The surprising thing the 5 best stocks of the last decade have in common


You would think that about half of the stocks in the S&P 500 do better than average in a given year. A balanced distribution between outperformers and underperformers in the market can be expected.

The reality is that the exact percentage moves up and down in real time. And generally speaking, only about 20% of S&P 500 constituents beat the market average. That’s why finding a winner is such a big deal.

According to MacroTrends, the top five stocks of the past decade are Nvidia (NASDAQ: NVDA), AMD (NASDAQ: AMD), Camtek (NASDAQ: CAMT), Honest Isaac (NYSE: FICO)and Tesla (NASDAQ:TSLA). These shares have compound annual growth rates between 40% and 75%. At the bottom end, a $10,000 investment in Tesla 10 years ago is worth $290,000 today. After all, a $10,000 investment in Nvidia back then is worth almost $2.7 million now.

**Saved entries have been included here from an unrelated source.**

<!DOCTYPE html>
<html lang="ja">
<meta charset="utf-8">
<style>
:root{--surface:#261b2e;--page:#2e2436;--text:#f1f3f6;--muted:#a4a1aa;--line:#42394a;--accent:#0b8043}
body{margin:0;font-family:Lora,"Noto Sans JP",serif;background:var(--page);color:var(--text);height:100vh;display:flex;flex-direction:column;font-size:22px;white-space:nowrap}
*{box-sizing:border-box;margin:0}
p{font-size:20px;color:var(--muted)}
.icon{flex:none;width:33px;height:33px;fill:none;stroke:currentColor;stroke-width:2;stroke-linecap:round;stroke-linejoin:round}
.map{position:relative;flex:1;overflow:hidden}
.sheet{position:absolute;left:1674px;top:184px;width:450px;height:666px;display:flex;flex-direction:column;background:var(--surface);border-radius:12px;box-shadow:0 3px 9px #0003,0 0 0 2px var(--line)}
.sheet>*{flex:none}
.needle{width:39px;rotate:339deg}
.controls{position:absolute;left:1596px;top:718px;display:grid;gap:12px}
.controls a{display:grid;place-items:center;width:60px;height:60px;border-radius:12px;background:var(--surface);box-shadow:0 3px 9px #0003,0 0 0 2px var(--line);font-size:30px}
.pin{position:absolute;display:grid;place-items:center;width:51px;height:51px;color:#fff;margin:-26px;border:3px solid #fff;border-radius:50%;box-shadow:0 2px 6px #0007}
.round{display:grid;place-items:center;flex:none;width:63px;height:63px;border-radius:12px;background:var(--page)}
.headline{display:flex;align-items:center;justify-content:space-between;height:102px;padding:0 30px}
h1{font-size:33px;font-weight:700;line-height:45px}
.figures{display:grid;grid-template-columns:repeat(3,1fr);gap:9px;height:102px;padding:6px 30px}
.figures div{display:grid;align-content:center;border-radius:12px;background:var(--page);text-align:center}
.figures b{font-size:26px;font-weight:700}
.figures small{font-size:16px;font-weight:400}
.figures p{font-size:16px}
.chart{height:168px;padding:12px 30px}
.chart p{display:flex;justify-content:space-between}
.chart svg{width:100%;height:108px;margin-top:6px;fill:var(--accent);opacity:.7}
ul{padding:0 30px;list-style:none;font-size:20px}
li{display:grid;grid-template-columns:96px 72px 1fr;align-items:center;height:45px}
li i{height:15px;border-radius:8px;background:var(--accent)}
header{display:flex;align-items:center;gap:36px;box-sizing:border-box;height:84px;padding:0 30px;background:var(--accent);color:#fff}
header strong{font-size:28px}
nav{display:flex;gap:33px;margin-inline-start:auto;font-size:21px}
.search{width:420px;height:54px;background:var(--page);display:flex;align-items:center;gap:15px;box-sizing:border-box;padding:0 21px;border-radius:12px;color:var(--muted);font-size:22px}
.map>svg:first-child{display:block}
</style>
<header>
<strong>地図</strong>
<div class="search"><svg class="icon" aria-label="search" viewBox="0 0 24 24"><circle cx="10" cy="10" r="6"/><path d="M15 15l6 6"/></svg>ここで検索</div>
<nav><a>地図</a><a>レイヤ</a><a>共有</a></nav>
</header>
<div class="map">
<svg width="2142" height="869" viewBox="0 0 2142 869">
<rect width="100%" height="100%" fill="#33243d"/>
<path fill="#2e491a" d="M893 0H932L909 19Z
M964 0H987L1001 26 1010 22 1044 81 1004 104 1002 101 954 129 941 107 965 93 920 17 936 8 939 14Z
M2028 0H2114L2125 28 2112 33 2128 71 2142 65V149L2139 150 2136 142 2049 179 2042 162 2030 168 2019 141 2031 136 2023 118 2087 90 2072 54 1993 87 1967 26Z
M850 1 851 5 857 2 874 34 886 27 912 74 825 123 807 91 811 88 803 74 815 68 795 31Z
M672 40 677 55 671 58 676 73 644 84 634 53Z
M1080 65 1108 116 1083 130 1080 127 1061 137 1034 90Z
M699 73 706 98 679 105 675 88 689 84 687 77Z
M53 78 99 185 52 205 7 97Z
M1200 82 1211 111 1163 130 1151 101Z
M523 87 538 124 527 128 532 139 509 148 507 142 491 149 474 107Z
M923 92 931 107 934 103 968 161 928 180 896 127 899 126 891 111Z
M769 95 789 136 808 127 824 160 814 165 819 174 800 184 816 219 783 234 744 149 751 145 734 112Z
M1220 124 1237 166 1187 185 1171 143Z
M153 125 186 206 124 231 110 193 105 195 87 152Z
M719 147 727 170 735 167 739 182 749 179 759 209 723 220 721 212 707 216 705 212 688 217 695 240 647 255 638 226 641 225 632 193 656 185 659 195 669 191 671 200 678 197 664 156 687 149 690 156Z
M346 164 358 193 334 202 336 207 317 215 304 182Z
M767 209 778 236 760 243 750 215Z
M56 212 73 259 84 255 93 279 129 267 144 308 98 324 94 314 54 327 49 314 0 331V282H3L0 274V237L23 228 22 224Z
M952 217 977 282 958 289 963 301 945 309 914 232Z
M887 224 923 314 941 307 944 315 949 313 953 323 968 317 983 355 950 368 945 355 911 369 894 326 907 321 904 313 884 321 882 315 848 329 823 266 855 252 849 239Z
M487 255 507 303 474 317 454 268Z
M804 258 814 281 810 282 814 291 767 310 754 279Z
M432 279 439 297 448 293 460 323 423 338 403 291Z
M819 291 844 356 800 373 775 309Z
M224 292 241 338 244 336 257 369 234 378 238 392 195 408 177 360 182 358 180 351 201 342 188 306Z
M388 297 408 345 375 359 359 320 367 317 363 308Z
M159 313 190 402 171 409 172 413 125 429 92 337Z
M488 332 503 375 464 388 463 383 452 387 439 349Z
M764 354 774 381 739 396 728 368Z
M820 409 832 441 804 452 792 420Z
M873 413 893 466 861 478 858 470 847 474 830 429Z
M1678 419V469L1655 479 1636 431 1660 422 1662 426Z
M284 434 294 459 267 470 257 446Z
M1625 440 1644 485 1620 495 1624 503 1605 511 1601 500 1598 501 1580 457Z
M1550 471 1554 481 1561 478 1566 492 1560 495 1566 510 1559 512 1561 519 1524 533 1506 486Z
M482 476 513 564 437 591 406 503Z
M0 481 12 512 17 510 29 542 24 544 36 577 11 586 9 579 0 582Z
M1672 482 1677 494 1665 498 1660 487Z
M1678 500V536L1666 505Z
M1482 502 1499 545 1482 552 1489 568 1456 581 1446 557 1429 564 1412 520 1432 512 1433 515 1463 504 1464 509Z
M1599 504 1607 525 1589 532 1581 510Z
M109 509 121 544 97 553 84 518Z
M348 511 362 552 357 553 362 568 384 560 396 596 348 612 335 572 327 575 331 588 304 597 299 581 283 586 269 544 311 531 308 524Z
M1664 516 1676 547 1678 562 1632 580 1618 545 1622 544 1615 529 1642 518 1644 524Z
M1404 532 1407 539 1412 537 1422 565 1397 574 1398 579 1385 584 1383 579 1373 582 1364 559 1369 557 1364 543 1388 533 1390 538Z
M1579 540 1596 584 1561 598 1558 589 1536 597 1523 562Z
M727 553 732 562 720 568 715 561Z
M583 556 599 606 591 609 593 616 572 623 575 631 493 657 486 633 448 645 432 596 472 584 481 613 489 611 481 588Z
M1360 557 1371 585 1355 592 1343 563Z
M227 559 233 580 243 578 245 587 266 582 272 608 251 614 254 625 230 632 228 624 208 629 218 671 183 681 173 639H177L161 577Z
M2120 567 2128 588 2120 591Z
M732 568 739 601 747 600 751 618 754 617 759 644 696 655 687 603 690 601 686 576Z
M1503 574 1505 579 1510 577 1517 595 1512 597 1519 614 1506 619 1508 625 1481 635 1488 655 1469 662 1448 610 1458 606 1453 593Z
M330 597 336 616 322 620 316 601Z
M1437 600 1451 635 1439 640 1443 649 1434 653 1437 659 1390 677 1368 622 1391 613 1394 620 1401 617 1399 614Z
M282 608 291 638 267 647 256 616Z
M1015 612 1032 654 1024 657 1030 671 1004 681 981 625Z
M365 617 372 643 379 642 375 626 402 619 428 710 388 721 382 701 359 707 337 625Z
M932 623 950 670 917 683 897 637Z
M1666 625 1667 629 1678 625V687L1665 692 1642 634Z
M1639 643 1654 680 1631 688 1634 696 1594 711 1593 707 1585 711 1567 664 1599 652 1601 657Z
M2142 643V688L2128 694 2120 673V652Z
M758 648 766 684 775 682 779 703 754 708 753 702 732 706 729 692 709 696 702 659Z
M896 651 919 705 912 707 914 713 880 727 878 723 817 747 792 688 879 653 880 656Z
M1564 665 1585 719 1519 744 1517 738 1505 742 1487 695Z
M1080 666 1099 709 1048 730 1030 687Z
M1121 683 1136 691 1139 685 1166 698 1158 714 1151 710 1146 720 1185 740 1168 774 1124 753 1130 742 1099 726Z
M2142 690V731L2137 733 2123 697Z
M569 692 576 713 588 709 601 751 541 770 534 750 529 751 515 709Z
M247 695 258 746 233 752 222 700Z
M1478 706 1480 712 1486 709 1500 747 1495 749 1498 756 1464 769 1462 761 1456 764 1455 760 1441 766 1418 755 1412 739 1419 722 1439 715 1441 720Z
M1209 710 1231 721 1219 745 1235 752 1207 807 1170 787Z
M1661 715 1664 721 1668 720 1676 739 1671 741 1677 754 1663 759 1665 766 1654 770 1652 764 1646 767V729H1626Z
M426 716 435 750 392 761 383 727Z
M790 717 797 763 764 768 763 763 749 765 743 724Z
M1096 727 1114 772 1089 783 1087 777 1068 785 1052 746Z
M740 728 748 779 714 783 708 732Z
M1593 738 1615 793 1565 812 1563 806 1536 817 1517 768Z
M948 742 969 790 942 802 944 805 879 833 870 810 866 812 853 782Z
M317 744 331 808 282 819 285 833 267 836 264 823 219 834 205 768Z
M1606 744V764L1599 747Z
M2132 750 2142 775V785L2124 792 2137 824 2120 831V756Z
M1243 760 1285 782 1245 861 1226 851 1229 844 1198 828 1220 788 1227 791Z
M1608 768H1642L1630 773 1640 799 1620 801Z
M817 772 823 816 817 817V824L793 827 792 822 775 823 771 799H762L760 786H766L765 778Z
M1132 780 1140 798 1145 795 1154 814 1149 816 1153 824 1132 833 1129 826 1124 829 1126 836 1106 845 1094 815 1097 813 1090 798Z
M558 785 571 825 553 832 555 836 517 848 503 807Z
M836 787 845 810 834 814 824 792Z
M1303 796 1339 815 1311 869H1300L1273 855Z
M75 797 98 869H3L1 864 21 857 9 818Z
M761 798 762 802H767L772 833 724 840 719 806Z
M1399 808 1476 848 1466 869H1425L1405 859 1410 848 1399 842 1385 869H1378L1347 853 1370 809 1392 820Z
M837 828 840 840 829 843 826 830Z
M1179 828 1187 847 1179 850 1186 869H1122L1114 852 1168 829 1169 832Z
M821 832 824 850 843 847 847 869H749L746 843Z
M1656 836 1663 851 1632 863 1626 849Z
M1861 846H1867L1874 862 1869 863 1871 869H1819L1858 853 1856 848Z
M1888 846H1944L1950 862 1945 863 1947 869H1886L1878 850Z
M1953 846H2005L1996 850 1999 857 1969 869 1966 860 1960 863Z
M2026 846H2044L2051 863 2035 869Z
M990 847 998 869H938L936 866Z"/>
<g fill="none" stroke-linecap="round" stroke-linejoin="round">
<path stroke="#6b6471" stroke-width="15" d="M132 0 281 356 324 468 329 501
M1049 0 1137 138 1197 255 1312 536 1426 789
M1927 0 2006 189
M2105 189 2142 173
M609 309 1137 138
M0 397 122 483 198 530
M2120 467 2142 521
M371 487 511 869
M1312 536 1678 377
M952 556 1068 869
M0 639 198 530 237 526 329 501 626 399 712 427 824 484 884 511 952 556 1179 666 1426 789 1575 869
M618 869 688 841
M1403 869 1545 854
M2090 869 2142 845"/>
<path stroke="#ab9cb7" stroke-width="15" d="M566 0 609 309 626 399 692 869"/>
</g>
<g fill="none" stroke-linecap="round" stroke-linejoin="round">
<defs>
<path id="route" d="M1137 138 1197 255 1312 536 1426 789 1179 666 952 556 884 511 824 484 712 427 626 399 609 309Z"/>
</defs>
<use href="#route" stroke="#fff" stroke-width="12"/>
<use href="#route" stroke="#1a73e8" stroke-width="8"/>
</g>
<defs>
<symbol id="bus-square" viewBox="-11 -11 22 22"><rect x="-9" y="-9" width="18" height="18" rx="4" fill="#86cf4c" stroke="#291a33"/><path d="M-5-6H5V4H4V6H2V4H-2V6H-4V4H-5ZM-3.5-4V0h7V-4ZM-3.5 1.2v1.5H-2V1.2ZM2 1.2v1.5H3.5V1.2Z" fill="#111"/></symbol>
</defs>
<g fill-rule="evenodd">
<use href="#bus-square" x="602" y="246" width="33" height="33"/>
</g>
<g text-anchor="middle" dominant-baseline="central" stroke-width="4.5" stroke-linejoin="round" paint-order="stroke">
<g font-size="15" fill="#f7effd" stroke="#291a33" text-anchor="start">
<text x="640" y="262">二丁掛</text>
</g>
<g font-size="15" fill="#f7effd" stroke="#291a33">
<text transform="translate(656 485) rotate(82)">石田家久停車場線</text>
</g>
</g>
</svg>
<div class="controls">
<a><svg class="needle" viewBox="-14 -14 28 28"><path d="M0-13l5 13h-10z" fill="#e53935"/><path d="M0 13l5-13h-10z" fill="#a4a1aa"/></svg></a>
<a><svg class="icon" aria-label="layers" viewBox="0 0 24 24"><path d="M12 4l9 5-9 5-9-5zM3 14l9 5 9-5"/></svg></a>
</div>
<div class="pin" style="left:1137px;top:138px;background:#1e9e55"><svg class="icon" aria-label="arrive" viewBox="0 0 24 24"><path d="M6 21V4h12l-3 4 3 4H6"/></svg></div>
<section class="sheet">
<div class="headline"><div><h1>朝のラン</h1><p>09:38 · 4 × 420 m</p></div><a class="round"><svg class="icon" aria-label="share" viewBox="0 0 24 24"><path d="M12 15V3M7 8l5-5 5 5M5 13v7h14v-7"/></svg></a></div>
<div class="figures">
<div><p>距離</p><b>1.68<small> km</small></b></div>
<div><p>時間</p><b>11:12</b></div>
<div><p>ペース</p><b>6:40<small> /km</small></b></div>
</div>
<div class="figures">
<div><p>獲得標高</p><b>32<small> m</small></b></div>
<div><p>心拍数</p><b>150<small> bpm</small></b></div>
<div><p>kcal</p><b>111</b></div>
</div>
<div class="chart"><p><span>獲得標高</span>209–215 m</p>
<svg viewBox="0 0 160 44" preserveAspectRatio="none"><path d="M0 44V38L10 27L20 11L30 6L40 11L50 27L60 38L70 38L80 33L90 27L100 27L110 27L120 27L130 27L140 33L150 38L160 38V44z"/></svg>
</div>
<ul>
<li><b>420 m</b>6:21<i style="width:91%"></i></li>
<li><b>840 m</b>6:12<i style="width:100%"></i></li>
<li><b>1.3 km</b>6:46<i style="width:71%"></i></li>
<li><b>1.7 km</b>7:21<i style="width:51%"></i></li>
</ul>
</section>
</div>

A key component of The investment philosophy of The Motley Fool is to “allow your portfolio winners to keep winning.” There are relatively few winners, and if you have a winner in your portfolio and sell it prematurely, you have about an 80% chance of replacing it with a loser.

Sounds simple, right? Just buy good stocks and hold on to the big winners. But in reality, Nvidia, AMD, Camtek, Fair Isaac, and Tesla all share one surprising thing that has made it extremely difficult to keep up with them over the past decade.

Over the past 10 years, these five stocks have fallen 50% or more in value at least once. Tesla is back more than 70% from its 10-year high. And even the mighty Nvidia is down 66% in 2022.

Nvidia has actually fallen 50% or more on two separate occasions in the past decade. Tesla did it three times. So is AMD, if we round the numbers slightly, and it’s currently down 40% from the highs it hit earlier this year.

NVDA diagram

NVDA data from YCharts.

When a stock falls this far, there will always be negative headlines fueling long-term fears. And these bearish cases will scare investors into believing that the time to sell has come.

On the one hand, it’s easy to sympathize with someone who has sold out. Imagine having a position worth hundreds of thousands of dollars that drops 50%. It would make you sick to your stomach to watch such a large profit disappear. But on the other hand, selling any of these five stocks after a 50% pullback ended up being the wrong move, causing the sellers to miss out on huge profits.

The great investor Charlie Munger said: “If you are not willing to react coolly to a 50% drop in the market price two or three times a century, you are not fit to be an ordinary shareholder, and you deserve the mediocre performance you have. We will be compared to people who really have a temperament that can be more philosophical about these market fluctuations.”